About this task:
Write out, word for word, the first line of the data below and every line after it through the one containing "flex:none; width:55px; height:55px;".

***** Input records

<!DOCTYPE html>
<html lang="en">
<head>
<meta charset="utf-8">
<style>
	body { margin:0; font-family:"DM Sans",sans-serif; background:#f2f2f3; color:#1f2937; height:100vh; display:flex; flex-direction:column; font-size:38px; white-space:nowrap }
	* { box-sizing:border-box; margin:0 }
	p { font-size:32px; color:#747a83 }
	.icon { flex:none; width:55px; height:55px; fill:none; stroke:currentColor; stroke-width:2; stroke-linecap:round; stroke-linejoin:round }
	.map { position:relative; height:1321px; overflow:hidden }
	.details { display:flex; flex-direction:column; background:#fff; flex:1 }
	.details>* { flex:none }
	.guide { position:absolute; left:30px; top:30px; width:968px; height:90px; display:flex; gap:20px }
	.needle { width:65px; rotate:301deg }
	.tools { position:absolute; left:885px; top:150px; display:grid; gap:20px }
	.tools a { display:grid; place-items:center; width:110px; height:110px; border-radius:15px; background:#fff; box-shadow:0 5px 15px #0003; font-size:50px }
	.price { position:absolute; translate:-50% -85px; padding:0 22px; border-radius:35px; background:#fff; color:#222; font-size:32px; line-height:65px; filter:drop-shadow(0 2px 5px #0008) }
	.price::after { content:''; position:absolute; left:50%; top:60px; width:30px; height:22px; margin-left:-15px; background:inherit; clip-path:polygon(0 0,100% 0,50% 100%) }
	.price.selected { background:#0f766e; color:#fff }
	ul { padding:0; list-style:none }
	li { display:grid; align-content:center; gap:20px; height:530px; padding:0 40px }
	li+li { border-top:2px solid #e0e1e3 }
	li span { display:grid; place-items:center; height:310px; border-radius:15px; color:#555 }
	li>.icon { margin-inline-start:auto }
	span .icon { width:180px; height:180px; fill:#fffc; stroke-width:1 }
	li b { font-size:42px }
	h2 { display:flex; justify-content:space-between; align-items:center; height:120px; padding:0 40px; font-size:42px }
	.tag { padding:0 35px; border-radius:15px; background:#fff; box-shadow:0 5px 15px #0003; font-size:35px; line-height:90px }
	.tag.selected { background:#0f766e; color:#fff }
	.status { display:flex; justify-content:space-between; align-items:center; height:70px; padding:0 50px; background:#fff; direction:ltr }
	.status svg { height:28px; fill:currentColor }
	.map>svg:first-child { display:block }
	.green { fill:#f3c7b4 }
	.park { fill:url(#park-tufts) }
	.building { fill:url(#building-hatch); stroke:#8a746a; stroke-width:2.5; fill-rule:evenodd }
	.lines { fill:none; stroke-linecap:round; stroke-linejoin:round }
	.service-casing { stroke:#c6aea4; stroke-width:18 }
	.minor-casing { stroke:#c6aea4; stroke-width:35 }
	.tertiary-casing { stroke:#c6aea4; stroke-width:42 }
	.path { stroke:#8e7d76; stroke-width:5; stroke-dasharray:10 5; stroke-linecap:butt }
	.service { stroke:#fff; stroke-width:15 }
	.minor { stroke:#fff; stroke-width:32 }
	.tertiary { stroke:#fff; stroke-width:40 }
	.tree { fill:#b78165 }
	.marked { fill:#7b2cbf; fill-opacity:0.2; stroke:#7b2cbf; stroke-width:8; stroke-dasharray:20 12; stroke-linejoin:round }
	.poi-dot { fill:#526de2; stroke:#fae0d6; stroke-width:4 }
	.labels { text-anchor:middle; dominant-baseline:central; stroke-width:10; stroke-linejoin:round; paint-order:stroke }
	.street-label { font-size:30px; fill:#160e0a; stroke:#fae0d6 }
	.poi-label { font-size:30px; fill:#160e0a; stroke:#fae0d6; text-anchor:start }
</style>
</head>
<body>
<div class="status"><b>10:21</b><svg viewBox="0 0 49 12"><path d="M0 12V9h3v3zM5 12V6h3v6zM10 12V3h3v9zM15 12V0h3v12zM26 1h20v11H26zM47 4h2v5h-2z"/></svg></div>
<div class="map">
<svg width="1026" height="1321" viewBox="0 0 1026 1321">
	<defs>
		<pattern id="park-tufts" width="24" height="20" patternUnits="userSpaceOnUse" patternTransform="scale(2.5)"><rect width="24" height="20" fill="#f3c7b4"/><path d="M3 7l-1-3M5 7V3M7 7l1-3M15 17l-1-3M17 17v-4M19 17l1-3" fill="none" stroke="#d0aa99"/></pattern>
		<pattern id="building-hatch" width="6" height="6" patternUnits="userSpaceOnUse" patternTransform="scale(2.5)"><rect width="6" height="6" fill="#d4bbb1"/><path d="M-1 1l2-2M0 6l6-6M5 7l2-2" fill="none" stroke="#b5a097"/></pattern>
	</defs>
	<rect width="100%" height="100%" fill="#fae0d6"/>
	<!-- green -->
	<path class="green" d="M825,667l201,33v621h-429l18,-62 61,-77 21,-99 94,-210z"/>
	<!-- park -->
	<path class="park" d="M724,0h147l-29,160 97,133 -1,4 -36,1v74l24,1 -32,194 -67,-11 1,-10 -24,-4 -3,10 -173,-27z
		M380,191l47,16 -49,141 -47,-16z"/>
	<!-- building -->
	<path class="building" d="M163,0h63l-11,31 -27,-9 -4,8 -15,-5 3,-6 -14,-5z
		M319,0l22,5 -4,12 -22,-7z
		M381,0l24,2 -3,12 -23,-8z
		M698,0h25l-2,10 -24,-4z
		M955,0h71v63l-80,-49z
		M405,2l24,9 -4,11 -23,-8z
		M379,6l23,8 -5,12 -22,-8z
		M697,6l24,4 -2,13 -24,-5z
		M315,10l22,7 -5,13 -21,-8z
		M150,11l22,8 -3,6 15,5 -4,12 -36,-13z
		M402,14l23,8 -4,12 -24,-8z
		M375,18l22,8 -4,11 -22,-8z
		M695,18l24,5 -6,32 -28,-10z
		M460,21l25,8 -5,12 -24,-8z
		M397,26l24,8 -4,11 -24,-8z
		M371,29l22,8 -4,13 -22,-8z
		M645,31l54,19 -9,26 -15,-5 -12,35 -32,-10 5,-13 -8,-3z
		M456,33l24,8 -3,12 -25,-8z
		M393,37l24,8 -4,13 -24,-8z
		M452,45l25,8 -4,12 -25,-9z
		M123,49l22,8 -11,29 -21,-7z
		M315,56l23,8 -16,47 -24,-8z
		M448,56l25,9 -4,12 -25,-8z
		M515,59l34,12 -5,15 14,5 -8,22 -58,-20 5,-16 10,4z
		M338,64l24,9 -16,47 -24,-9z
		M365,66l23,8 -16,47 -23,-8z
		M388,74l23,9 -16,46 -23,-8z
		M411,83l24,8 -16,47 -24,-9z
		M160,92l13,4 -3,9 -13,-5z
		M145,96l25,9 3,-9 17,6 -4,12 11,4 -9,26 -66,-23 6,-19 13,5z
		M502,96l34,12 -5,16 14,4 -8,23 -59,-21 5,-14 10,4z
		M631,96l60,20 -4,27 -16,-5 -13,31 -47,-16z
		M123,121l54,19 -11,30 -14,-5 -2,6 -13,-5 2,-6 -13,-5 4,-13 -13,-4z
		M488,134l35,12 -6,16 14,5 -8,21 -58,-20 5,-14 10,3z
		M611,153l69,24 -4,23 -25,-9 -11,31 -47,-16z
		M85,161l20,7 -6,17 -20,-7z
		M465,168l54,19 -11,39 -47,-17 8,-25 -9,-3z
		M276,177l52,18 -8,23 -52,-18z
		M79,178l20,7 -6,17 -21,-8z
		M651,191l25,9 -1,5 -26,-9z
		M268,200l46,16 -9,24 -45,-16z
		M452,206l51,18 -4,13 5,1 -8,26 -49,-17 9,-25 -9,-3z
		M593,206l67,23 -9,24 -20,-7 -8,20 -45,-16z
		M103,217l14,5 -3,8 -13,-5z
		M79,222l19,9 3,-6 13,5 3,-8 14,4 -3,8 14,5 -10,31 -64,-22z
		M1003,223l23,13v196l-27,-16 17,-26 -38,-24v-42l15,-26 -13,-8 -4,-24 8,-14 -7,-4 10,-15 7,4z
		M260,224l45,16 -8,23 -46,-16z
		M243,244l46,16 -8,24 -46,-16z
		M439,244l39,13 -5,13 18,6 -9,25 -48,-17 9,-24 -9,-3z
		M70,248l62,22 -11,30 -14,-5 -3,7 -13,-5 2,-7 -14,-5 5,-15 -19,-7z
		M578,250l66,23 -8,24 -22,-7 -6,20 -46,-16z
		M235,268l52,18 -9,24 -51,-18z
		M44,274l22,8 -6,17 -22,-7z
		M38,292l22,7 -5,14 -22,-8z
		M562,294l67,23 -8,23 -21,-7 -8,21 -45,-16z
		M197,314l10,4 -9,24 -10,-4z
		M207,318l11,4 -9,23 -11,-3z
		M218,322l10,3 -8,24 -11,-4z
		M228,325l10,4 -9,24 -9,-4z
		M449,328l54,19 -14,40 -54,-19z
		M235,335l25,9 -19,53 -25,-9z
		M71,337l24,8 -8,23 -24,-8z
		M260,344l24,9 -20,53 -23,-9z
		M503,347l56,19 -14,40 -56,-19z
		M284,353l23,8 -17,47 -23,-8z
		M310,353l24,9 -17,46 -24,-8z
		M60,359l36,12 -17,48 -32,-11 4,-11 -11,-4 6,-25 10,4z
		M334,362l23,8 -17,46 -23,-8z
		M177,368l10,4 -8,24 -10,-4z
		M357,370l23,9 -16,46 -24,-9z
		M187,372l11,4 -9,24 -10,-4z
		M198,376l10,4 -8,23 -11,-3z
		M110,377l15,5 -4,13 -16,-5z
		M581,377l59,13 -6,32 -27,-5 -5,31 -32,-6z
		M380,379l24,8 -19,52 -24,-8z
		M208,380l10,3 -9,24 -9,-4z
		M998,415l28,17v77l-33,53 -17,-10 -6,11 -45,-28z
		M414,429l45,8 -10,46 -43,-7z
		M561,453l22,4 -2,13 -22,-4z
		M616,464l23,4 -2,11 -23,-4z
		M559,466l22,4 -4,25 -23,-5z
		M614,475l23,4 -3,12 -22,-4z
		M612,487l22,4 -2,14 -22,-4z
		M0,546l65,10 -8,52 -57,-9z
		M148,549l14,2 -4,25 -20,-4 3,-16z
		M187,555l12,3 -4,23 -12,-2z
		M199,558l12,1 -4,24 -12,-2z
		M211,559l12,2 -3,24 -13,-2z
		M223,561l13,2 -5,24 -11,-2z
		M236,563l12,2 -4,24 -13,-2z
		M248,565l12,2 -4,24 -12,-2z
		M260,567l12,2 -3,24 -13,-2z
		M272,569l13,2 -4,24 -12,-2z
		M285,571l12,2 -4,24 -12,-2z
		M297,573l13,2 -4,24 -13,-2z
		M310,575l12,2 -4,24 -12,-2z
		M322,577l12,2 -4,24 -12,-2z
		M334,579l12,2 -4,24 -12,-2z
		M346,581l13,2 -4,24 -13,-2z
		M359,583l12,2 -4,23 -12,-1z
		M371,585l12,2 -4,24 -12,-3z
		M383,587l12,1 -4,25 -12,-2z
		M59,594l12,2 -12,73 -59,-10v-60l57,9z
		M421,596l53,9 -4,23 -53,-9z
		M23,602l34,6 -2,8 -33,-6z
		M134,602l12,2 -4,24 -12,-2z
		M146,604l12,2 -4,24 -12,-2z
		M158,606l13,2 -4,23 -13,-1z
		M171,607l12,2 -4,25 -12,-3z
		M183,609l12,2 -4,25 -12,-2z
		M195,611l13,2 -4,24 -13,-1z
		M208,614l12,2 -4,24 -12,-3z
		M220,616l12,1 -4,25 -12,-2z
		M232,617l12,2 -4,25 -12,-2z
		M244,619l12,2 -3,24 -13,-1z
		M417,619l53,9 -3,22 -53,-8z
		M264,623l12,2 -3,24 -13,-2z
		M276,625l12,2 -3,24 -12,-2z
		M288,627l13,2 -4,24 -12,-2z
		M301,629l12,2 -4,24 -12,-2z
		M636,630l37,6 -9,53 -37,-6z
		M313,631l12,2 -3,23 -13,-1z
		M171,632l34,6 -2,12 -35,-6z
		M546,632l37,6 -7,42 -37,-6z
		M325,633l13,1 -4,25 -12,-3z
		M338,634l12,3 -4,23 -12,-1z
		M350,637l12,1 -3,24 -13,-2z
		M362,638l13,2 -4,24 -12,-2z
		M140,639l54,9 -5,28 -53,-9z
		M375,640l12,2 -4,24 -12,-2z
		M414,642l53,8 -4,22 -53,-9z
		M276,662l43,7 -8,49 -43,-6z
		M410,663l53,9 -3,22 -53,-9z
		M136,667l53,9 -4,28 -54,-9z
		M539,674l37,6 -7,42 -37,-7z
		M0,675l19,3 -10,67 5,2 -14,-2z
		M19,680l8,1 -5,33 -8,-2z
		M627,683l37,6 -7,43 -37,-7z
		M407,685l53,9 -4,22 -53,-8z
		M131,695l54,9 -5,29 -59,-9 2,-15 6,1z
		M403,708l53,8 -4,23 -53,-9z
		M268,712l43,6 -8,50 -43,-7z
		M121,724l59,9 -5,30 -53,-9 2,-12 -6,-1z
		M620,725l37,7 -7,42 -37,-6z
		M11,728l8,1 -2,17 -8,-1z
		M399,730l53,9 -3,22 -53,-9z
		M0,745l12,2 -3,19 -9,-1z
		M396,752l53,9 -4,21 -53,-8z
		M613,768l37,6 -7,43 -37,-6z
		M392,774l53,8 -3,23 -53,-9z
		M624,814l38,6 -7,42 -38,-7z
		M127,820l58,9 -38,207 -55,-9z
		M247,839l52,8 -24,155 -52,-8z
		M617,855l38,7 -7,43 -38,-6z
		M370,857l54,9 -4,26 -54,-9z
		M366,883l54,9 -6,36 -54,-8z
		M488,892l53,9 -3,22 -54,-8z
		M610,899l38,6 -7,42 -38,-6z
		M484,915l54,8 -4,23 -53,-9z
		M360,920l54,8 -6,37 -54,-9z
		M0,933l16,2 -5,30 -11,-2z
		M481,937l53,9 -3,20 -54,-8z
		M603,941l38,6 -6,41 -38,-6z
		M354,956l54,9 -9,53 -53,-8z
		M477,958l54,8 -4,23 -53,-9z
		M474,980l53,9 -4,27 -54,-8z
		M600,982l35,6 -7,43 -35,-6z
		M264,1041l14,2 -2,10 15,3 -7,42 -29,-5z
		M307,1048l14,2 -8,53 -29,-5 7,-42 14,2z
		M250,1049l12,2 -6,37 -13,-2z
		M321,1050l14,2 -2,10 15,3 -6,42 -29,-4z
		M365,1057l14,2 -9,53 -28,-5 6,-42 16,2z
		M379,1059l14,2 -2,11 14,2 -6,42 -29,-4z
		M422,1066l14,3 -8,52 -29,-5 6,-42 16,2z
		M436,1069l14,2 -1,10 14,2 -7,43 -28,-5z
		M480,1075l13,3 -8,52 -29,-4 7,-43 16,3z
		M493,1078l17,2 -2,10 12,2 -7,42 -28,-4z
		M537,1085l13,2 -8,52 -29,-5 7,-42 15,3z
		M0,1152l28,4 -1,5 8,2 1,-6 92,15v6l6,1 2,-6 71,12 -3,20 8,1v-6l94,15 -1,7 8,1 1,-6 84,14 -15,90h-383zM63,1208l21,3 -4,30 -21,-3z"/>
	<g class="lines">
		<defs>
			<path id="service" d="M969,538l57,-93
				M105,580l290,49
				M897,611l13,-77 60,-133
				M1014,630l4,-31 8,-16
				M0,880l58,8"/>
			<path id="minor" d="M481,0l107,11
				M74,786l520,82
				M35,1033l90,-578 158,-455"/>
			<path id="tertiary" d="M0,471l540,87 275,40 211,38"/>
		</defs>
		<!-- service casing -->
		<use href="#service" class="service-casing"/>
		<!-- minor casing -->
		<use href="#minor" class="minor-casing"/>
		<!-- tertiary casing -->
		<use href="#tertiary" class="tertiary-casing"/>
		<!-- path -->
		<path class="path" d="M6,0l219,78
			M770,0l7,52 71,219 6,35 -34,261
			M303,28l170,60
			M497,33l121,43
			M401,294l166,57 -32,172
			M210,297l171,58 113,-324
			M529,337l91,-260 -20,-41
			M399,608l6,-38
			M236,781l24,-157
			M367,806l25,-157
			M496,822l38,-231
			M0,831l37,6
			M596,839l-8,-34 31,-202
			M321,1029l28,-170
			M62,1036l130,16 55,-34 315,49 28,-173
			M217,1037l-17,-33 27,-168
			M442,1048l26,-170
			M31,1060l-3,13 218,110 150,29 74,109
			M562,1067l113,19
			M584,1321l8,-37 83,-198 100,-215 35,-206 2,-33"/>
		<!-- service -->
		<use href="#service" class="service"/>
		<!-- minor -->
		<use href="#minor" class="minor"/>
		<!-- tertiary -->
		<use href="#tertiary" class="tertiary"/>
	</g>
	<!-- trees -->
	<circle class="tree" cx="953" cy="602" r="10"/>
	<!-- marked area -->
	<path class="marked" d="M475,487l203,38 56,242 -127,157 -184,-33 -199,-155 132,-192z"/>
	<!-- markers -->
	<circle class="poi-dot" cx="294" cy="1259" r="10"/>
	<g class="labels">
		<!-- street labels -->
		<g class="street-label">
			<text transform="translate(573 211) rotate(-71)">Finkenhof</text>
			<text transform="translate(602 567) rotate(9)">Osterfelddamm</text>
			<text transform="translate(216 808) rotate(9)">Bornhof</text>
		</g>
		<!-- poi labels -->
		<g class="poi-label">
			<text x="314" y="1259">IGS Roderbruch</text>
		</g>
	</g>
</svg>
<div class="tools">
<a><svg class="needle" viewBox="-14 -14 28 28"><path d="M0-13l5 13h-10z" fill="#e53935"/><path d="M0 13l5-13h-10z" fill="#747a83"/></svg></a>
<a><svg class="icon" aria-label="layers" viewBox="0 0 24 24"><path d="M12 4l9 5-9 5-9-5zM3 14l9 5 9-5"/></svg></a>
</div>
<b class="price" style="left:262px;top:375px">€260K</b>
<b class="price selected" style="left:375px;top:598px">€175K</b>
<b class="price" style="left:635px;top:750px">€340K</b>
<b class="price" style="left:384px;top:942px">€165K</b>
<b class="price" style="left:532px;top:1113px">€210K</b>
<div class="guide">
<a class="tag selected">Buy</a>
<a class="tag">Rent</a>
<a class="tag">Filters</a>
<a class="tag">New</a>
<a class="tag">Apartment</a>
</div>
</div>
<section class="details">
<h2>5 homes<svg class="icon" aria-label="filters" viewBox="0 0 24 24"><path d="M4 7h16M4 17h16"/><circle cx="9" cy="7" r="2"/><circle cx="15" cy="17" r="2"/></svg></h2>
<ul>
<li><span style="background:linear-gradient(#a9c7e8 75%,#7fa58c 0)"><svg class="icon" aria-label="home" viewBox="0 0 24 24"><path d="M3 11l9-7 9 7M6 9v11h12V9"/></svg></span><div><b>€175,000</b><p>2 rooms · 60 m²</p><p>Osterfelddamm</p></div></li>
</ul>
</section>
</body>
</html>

**********

Expected output:
<!DOCTYPE html>
<html lang="en">
<head>
<meta charset="utf-8">
<style>
	body { margin:0; font-family:"DM Sans",sans-serif; background:#f2f2f3; color:#1f2937; height:100vh; display:flex; flex-direction:column; font-size:38px; white-space:nowrap }
	* { box-sizing:border-box; margin:0 }
	p { font-size:32px; color:#747a83 }
	.icon { flex:none; width:55px; height:55px; fill:none; stroke:currentColor; stroke-width:2; stroke-linecap:round; stroke-linejoin:round }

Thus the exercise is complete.